> [PROMPT]: Please reproduce the listing word for word. Pictures stay out.

> [SOURCE DATA]:
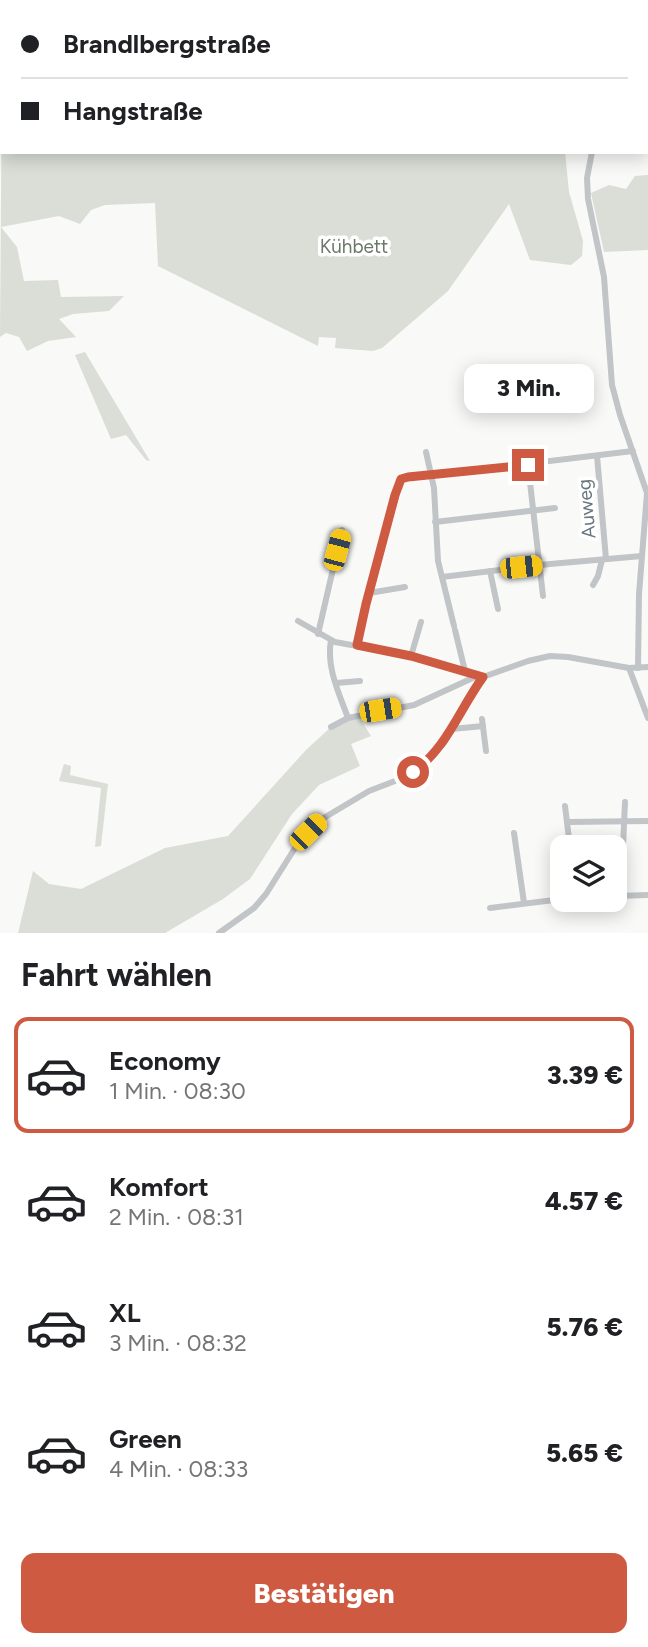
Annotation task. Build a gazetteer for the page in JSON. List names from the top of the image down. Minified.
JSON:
{"streets":{"street":["Auweg"]},"parks":["Kühbett"],"page":{"banner":["Brandlbergstraße","Hangstraße"],"bubble":"3 Min.","heading":"Fahrt wählen","list":[{"name":"Economy","note":"1 Min. · 08:30","value":"3.39 €"},{"name":"Komfort","note":"2 Min. · 08:31","value":"4.57 €"},{"name":"XL","note":"3 Min. · 08:32","value":"5.76 €"},{"name":"Green","note":"4 Min. · 08:33","value":"5.65 €"}],"buttons":"Bestätigen"}}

> [WRITTEN SOLUTION]:
Annotation task. Build a gazetteer for the page in JSON. List names from the top of the image down. Minified.
JSON:
{"streets":{"street":["Auweg"]},"parks":["Kühbett"],"page":{"banner":["Brandlbergstraße","Hangstraße"],"bubble":"3 Min.","heading":"Fahrt wählen","list":[{"name":"Economy","note":"1 Min. · 08:30","value":"3.39 €"},{"name":"Komfort","note":"2 Min. · 08:31","value":"4.57 €"},{"name":"XL","note":"3 Min. · 08:32","value":"5.76 €"},{"name":"Green","note":"4 Min. · 08:33","value":"5.65 €"}],"buttons":"Bestätigen"}}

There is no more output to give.